Percikan Iman – Betul, munafik itu muncul di hati orang-orang yang membenci Islam, sedang sifat-sifatnya bisa menjangkiti siapapun. Salah satunya jika berkata, dia dusta. Itu sifat orang munafik yang hendaknya kita jauhi. Selain itu,sifat orang munafik juga termasuk mengobral janji tanpa niat menepatinya, juga dia berniat salah saat memegang amanah sehingga mengkhianatinya, selanjutnya, jika berselisih dia berbuat aniaya.
Menurut Ibnu Rajab, ingkar janji itu ada dua macam :
- Berjanji dan sejak awal sudah berniat untuk tidak menepatinya. Ini merupakan pengingkaran janji yang paling jahat.

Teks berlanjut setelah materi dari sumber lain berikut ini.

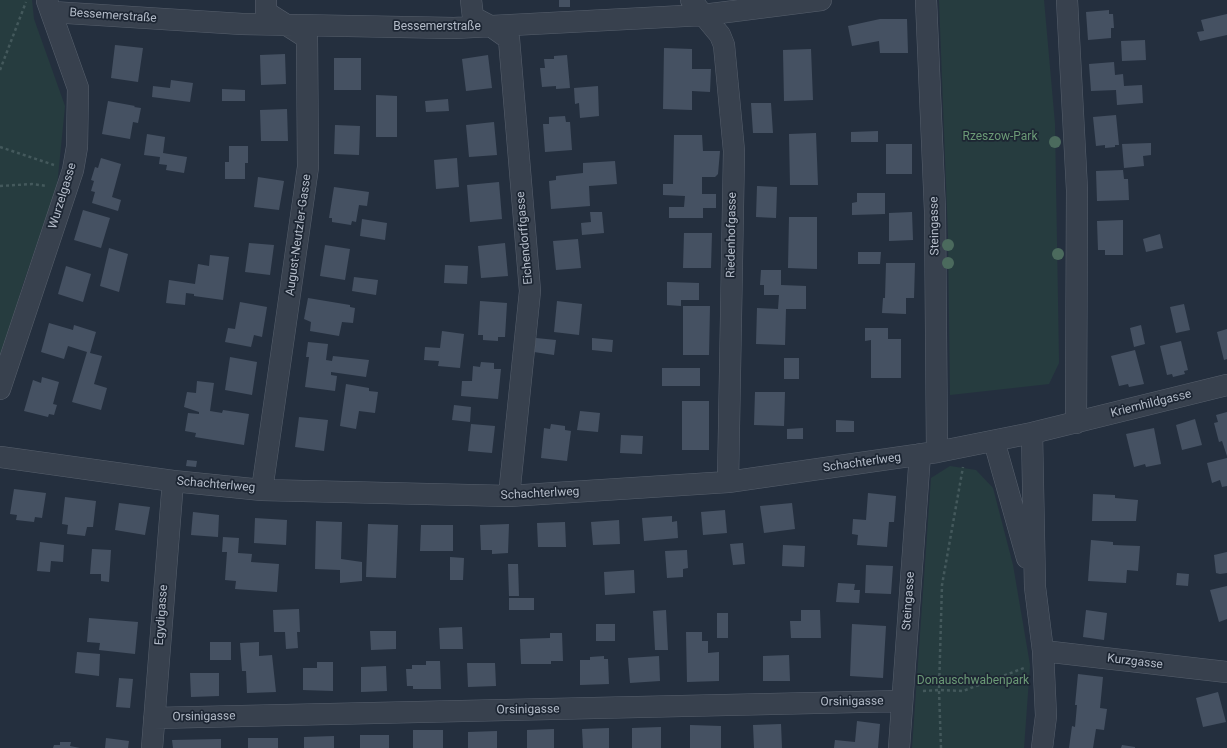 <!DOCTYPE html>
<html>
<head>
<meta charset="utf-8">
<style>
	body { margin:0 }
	canvas { display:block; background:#242f3e }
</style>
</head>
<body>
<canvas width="1227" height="748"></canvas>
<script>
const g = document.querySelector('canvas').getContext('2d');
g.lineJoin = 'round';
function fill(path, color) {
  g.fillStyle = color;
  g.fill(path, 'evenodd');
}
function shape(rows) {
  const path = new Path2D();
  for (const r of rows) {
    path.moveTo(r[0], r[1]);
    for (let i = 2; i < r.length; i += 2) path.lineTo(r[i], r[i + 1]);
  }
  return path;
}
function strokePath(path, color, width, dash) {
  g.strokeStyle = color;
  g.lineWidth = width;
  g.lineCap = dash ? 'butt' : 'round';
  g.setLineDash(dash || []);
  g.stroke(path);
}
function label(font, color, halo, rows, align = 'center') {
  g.font = font + ' Roboto,sans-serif';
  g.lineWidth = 3.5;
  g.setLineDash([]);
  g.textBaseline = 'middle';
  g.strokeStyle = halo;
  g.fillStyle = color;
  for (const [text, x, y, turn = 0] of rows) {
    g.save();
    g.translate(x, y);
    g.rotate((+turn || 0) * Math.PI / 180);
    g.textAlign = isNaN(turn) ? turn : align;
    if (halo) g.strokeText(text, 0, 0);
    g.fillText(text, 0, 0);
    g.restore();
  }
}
fill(shape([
	[0,0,32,0,34,19,65,106,57,186,22,287,0,364],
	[939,0,1044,0,1055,124,1059,363,1049,384,950,395,948,236],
	[950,466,976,470,993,488,1013,565,1030,665,1024,748,912,748,931,478]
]), '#263c3f');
fill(shape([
	[559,0,570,0,570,7,559,7],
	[1109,10,1109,14,1113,14,1114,28,1111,28,1111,38,1088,40,1086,12],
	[1227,14,1227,35,1200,41,1197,32,1204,31,1201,20],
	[880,19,907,19,908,53,880,53,879,41,852,46,848,26],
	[1145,40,1146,60,1122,61,1121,41],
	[115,45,143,48,138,82,111,78],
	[664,48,692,49,692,69,711,69,710,92,692,91,692,110,663,109],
	[811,49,813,100,784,101,783,50],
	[285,54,286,84,261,85,260,55],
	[488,55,492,88,466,91,462,59],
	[567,55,570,88,556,89,556,86,542,87,540,68,545,68,544,59,554,59,554,56],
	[334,58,361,58,361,90,334,90],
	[1114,62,1115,75,1123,74,1124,86,1142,85,1143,103,1117,105,1116,90,1091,91,1089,64],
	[171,80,193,83,190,102,152,97,153,86,170,88],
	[598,86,599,116,580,118,579,103,575,104,574,88],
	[222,89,245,90,245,101,222,101],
	[376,95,397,96,397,137,376,137],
	[448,99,449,111,426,112,425,101],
	[108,101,135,106,134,107,141,108,138,123,133,122,130,139,102,134],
	[751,103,771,103,773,133,753,133],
	[287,109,288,141,261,141,260,110],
	[1116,115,1119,145,1115,145,1115,147,1105,148,1105,145,1096,146,1093,117],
	[565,116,566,122,570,122,572,150,545,152,543,124,549,124,549,117],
	[494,122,497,155,469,157,466,125],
	[335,125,360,126,359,155,334,154],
	[878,131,878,142,851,142,851,132],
	[816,133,818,185,790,185,789,134],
	[147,134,165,137,163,153,187,157,184,173,166,170,167,165,159,164,160,157,144,155],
	[674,135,702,135,703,151,720,151,718,174,715,177,702,177,702,194,716,194,716,208,703,208,703,218,669,218,669,207,684,207,685,196,663,195,663,184,673,184],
	[1151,143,1151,155,1143,156,1144,166,1124,168,1122,144],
	[886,144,912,144,912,174,886,174],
	[229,146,248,146,248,163,245,163,245,179,225,179,225,162,229,162],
	[101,158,121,164,112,197,121,200,118,211,92,203,95,192,91,191,94,181,91,180,95,167,98,168],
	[457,158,459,187,436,189,434,160],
	[615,161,617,184,589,186,590,206,551,209,549,181,556,180,556,176,583,173,583,163],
	[1123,170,1124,179,1128,179,1129,200,1097,201,1096,171],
	[258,177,284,181,279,210,254,207],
	[499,182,502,219,470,222,467,185],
	[757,186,777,187,776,218,756,217],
	[334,187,369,192,367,206,359,205,356,222,352,221,351,225,332,222,332,218,329,218],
	[857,193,885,193,885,214,852,215,852,203,857,202],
	[83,210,110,218,101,248,74,240],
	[590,212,602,212,604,233,582,235,581,223,591,222],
	[912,212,913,240,889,241,889,213],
	[789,217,817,217,817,269,788,268],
	[362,219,387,223,385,240,360,236],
	[1123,220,1123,255,1105,255,1105,250,1098,250,1097,221],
	[684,233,712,233,711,268,683,268],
	[1160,234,1163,248,1146,252,1143,239],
	[578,239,581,268,556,270,553,241],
	[249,243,274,245,270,275,245,272],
	[505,243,508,276,481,278,478,246],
	[325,245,350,249,345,280,320,276],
	[109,248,128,254,119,292,100,286],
	[858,252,881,252,880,264,858,264],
	[210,255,229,257,223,300,194,296,194,294,186,293,185,305,166,303,169,280,195,284,198,264,209,266],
	[886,263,915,263,914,298,906,298,906,314,882,313,883,298,885,298],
	[445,265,468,266,467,284,444,283],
	[66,266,91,274,83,302,58,294],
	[761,270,781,270,781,285,806,286,806,309,786,309,785,345,756,344,757,308,778,309,779,295,764,295,764,285,760,285],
	[354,277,378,280,376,295,352,291],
	[667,282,699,283,699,300,681,300,681,306,667,305],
	[308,298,350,305,350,307,355,308,353,323,342,322,339,336,310,331,311,322,304,319],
	[480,301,507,303,505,337,498,337,498,341,483,340,483,335,478,335],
	[557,301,582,304,579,335,554,332],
	[240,302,267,307,262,337,254,335,251,347,225,342,228,328,235,329],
	[1184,304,1190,330,1176,333,1170,307],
	[683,306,710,306,709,355,683,355],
	[49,323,73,330,74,325,96,332,90,353,102,356,94,384,107,388,101,410,72,402,87,352,68,346,64,359,41,352],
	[1141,325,1145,344,1134,347,1130,328],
	[865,328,888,328,888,339,901,339,901,378,871,378,871,340,865,341],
	[1227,329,1227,359,1224,360,1217,332],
	[442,331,464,334,460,368,438,366,439,361,424,360,425,347,440,348],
	[536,338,556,340,554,355,534,352],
	[592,338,613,340,612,352,592,350],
	[1181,341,1188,370,1184,371,1185,374,1173,377,1172,374,1167,375,1160,346],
	[308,342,328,344,326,360,332,361,333,356,369,360,366,377,331,372,331,375,337,376,335,391,305,387,309,357,306,357],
	[1135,350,1144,384,1129,387,1128,384,1119,386,1111,356],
	[230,357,257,362,252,395,225,390],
	[784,358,799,358,799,379,784,379],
	[481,362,494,363,494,369,501,369,498,399,461,396,462,381,472,381,473,366,480,367],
	[662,368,700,368,700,386,662,386],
	[42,377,59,382,53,404,57,405,54,415,49,414,48,417,24,411,33,380,41,383],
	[197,381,214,383,210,411,222,413,223,410,249,414,244,445,195,437,196,433,185,431,188,413,199,414,199,412,184,407,187,392,196,393],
	[346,384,369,388,369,391,378,392,375,413,359,411,356,429,340,426],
	[755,392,785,392,784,426,754,425],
	[682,401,709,401,709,450,682,450],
	[454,405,471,407,470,422,452,420],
	[580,411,600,413,598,432,577,430],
	[1227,412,1227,456,1222,441,1219,442,1214,423,1218,422,1216,415],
	[299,417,328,420,324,451,295,447],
	[1195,419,1202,445,1182,450,1176,425],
	[836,420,854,421,854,432,836,432],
	[471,424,495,426,492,453,468,451],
	[551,424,565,426,565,430,571,431,567,461,541,458,544,428,550,429],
	[803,428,803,439,787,439,787,429],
	[1154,428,1161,464,1146,467,1145,464,1134,467,1126,434],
	[621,435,643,436,642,454,620,453],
	[1227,458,1227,486,1222,487,1220,480,1212,483,1207,463],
	[187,460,197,461,196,467,186,466],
	[14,489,46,493,42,518,35,517,34,522,16,520,17,515,10,514],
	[868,493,896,496,894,522,889,522,887,547,857,545,858,535,852,534,853,519,866,520],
	[1093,494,1115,495,1115,498,1138,500,1136,521,1092,521],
	[65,497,96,501,93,527,87,527,85,536,67,534,68,525,62,524],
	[119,503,150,507,145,535,115,530],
	[792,503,795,529,764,533,760,506],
	[725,510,727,533,703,535,701,512],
	[193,512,219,515,218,537,191,535],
	[672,516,672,522,677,521,678,538,644,541,642,518],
	[255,518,287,520,286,545,254,543],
	[619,520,620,544,593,545,591,522],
	[316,521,342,522,341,559,362,562,362,581,340,583,340,570,315,569],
	[565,522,566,547,538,547,537,523],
	[368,524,398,525,396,578,366,577],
	[509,524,508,553,492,554,492,550,481,550,480,525],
	[421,525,453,525,453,551,420,551],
	[223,537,239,538,238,553,252,554,251,562,279,564,277,592,235,589,236,581,225,580,227,552,222,552],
	[1091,540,1113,542,1113,545,1140,546,1138,571,1127,570,1126,583,1088,581],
	[40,542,64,545,63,562,51,561,50,572,37,571],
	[743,543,745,564,733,565,730,544],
	[783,545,805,546,804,567,782,566],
	[92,549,111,550,109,582,101,581,101,574,90,574],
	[687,550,688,568,683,569,683,577,667,578,665,551],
	[1227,552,1227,573,1220,574,1216,573,1214,555],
	[450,557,464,558,463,580,450,580],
	[508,564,518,564,519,596,509,596],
	[866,565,893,566,891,594,865,593],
	[634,570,635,593,605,595,604,572],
	[1177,573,1189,574,1188,586,1176,585],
	[838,583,855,584,854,590,860,590,859,603,836,602],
	[1227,586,1227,619,1219,622,1210,590],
	[509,598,534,598,534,610,509,610],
	[299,609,300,632,297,632,298,648,286,649,285,632,274,632,273,610],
	[666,610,668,650,655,650,653,611],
	[801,610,820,610,821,638,791,638,790,621,801,621],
	[1086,610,1107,613,1104,640,1083,637],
	[717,613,728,613,728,638,717,638],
	[89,618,138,622,135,654,99,650,100,643,87,642],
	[596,624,615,624,615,641,596,641],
	[852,624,886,626,883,678,850,676],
	[462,627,463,649,440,649,439,628],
	[370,631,396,631,396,649,371,650],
	[686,632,702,632,702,641,708,641,708,653,719,652,719,681,687,682],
	[550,633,562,633,563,661,551,661,551,664,521,664,520,639,550,638],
	[210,642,231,642,231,660,210,660],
	[259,642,259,656,272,655,276,692,247,693,246,671,242,671,240,643],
	[77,652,100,654,99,676,75,673],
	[789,655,790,681,763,681,763,656],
	[604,656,604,659,608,659,609,684,580,685,580,660,590,660,590,657],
	[659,656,660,681,630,683,628,658],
	[426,661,440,661,441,689,413,689,413,686,407,686,406,669,412,669,412,665,426,665],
	[317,662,333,662,333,691,303,690,303,668,317,668],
	[467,663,495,663,496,686,468,687],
	[386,666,387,691,361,692,361,667],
	[190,673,219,673,219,696,191,697],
	[1078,674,1103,677,1100,708,1107,709,1104,730,1096,729,1093,748,1069,748,1072,726,1075,727,1077,705,1075,705],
	[119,678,133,679,130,708,116,707],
	[1218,692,1226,722,1203,727,1196,698],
	[857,721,880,724,878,748,834,748,835,740,855,742],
	[781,724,782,748,754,748,753,725],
	[690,725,721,726,721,748,690,748],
	[661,727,661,748,632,748,632,728],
	[609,728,609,748,583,748,582,729],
	[554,729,554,748,527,748,527,730],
	[413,730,443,730,443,748,413,748],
	[497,731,497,748,468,748,468,732],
	[360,735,389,735,389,748,360,748],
	[334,736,334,748,304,748,304,737],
	[106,738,129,741,128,748,105,748],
	[248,738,278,738,278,748,248,748],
	[221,739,221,748,173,748,172,740],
	[60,742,71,742,70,746,80,748,53,748,54,745,60,745],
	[1122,745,1135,747,1135,748,1121,748]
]), '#455162');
const minor = shape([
	[471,0,473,17,492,27,509,39,530,291,509,496],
	[691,0,720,35,724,45,734,151,728,482],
	[926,0,935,211,937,452],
	[1067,0,1077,190,1076,423],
	[52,12,242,24,454,28,703,15,821,0],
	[0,389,73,170,77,147,78,88,47,1],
	[1032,433,1035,587,1043,651,1046,716,1042,748],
	[994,441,1027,558],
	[0,457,173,481,262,490,509,496,728,482,937,452,1032,433,1227,385],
	[262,490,308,167,307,38,266,12,266,0],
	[1043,651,1227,672],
	[154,718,902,701],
	[152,748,173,481],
	[899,748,920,454]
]);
strokePath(minor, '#565f6c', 22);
strokePath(shape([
	[0,70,26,2],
	[0,147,54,165],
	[0,186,32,184,47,186],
	[923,691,939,690,942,585,963,467],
	[941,748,939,690,963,691,1024,668]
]), '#44595c', 2.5, [3, 3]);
strokePath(minor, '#38414e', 21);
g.fillStyle = '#4b6a5d';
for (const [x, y] of [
	[1055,142],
	[948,245],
	[1058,254],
	[948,263]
]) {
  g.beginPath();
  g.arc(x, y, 6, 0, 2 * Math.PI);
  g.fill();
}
label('12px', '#b4bcc9', '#1d2633', [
	["Bessemerstraße",113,16,4],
	["Bessemerstraße",437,27],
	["Wurzelgasse",63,196,-73],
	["Steingasse",935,226,-91],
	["August-Neutzler-Gasse",299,235,-82],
	["Riedenhofgasse",732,235,-89],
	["Eichendorffgasse",525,238,-95],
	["Kriemhildgasse",1151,404,-14],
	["Schachterlweg",862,463,-8],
	["Schachterlweg",216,485,5],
	["Schachterlweg",540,494,-3],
	["Steingasse",909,601,-86],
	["Egydigasse",162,615,-86],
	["Kurzgasse",1135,662,7],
	["Orsinigasse",852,702,-1],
	["Orsinigasse",528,710,-1],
	["Orsinigasse",204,717,-1]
]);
label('12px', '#6b9a76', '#1d2633', [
	["Rzeszow-Park",1000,137],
	["Donauschwabenpark",973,681]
]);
</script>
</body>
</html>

- Berjanji, pada awalnya berniat untuk menepati janji tersebut, lalu di tengah jalan berbalik, lalu mengingkarinya tanpa adanya alasan yang benar.
Adapun jika dia berniat untuk memenuhi janji tersebut, tetapi karena alasan tertentu atau ada hal lainnya yang dapat dibenarkan, maka dia tidak termasuk dalam sifat tercela ini.Apalagi, jika kita lihat pendapat dari sahabat Ali Ra., bahwa janji itu sama dengan hutang yang harus dipenuhi, maka konsekuensinya kian berat, meski perawinya ada yang majhul.
العِدَةُ دَينٌ ، ويلٌ لمن وعد ثم أخلف
“Janji adalah hutang. Celakalah orang yang berjanji namun tidak menepati.”
(Jami’ul ‘Ulum wal Hikam, 2: 483)
Artinya, siapapun yang sudah terlanjur menjanjikan sesuatu, maka dia akan ditagih oleh mereka yang menjanjikannya. Maka, sungguh berat perkara yang harus dihadapi oleh para pemimpin suatu negeri atau wilayah seandainya ia tak menepati janjinya karena janjinya mencakup banyak orang. Apalagi di negara besar, layaknya Indonesia yang berpenduduk hampir 270 juta orang. Maka dia akan ditagih janji oleh sebanyak orang tersebut.
Karena itu, hendaknya kita waspada dengan “janji”, cek dulu sebelum membuat janji, apakah kita benar-benar bisa menepatinya atau tidak. Cek jadwal jika terkait waktu, cek kemampuan jika itu memberi barang atau uang, cek kapasitas jika itu terkait dengan kepemimpinan. Jika pengadilan dunia bisa meloloskan Anda dari jeratan “hutang janji”, ketahuilah Allah Swt. Maha Jeli untuk mengingat segala bentuk janji meski itu sekecil dzarrah.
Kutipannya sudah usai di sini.